Twenty dealers from across Ontario are now in a legal battle against GM of Canada Limited (GMCL) for its actions in ending their sales and service agreements in May 2009.
Cindy Robinson, of Robinson Pontiac Buick GMC is among those who sued the Canadian division of GM for what they believe was an arbitrary decision to end the dealers’ sales and service agreement.
She said in an interview on Monday one of the important parts of the case was the 20 dealers won the right to act as a group, instead of having to deal piecemeal with the auto giant through the courts. “They wanted single arbitration.”
The dealers stated a top GM official has already admitted the American parent company prevented the the Canadian manufacturer from reversing any termination decisions.
The dealers stated the company’s “management review process was a sham,” in their latest court filing in reply to the company statement of defence in the case. “Not a single dealer has been reinstated.”
That court statement came after pre-trial testimony from Marc Comeau, GM’s vice-president of sales, service, and marketing, who said reinstating dealers “was not in the plan.”
The company had to cut its dealership network by 40 per cent or about 250 retailers in Canada to cut costs under a survival plan that needed the approval of the Ottawa and Ontario governments so GM and Chrysler could obtain billions of dollars in public loans and equity investments.
The dealers are charging that the federal and provincial governments never asked or told the company to terminate dealers.
“The purported terminations were issued by GMCL in compliance with a directive from its parent company in the U.S.,” the dealers said, adding that it was “Made without consultation with or notice” to the GMCL, the dealers added.
The group also rejected the claim that the company’s original criteria for closures – including sales effectiveness, customer satisfaction, market share, location, facilities – was fair. In the U.S. the automaker used similar criteria in dropping dealership but then it changed that decision after admitting there were flaws – and it reinstated some dealers.
The dealers also charge the Canadian division had conflicts of interest because it kept several under performing dealerships where the company had a stake or control, at the expense of profitable retailers in the same or nearby markets who lost their stores.
“As a result of these economic interests, GMCL did not design and implement a fair evaluation process nor did it apply proper business judgment,” the dealers group said.
GM announced the decisions on closures in May last year. It offered payments ranging from $115,000 to $1-million for dealers being dropped.

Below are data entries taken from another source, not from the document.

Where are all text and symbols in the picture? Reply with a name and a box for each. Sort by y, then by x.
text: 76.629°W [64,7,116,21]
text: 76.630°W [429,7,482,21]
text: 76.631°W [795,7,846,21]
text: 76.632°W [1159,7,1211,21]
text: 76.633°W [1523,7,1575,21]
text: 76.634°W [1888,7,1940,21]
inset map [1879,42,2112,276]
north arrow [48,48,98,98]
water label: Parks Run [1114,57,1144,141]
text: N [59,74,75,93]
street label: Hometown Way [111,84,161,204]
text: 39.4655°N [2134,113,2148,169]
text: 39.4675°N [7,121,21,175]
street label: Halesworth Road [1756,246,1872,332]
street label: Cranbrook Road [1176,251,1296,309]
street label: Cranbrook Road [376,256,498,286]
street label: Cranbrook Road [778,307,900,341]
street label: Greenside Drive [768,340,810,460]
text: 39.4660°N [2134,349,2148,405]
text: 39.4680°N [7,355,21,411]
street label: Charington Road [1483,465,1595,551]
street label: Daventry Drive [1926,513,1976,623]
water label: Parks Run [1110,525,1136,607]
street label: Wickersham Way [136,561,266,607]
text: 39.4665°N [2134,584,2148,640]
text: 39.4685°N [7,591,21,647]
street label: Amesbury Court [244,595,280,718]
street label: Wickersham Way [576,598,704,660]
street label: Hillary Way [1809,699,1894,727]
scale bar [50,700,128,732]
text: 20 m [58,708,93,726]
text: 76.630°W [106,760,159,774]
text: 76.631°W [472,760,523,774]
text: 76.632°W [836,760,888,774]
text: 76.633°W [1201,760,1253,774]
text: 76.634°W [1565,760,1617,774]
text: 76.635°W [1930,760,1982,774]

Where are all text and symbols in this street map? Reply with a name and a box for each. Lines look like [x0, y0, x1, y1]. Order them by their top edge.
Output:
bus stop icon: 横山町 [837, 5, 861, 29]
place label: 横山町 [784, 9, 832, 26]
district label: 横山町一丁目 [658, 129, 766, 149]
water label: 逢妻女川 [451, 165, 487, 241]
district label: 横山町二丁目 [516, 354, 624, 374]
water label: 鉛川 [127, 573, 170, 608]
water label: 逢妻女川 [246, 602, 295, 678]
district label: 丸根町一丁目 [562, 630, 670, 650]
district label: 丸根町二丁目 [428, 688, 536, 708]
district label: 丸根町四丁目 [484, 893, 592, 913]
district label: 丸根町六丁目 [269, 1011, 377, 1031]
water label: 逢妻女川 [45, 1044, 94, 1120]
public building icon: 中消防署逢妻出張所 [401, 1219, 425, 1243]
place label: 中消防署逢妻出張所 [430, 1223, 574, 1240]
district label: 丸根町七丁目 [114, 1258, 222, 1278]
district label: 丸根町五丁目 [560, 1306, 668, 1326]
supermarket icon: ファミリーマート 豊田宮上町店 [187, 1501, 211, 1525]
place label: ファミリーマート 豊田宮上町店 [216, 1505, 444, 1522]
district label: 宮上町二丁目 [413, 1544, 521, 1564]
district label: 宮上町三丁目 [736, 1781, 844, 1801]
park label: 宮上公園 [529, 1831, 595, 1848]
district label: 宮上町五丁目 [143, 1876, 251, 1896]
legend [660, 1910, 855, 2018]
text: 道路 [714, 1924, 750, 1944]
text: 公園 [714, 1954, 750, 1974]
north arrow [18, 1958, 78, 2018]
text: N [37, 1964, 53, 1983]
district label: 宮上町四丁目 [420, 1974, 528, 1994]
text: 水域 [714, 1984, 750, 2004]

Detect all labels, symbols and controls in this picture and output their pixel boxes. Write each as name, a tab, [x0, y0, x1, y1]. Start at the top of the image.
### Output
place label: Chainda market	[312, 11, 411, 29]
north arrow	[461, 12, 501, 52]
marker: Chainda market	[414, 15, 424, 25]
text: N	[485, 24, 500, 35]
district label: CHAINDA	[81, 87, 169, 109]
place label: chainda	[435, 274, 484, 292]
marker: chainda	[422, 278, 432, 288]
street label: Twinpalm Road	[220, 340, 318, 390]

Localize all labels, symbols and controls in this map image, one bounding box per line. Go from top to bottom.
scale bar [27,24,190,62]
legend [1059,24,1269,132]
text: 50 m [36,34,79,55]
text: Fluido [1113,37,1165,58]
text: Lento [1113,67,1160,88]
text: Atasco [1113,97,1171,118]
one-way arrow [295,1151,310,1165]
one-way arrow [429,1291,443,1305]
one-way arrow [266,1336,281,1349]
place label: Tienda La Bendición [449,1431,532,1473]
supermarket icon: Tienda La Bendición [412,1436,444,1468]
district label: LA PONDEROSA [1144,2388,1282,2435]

About 85 per cent of those dealers accepted that proposal.
The company said in its defence that it came close to applying for bankruptcy court protection and that the objecting dealers would have probably received nothing as unsecured creditors.
When the dealer group sued GM, it sought an injunction to remain open for at least another five years after expiry of their current contracts, which is at the end of October.
GM offered to extend the agreements until the end of January. A trial is scheduled to start in November.
Robinson is hoping her company will be reinstated as a GM dealership. It currently deals with GM representatives and, “We have a wonderful relationship with them … It’s business as usual. We’ve been in business 45 years and we don’t want to change now.”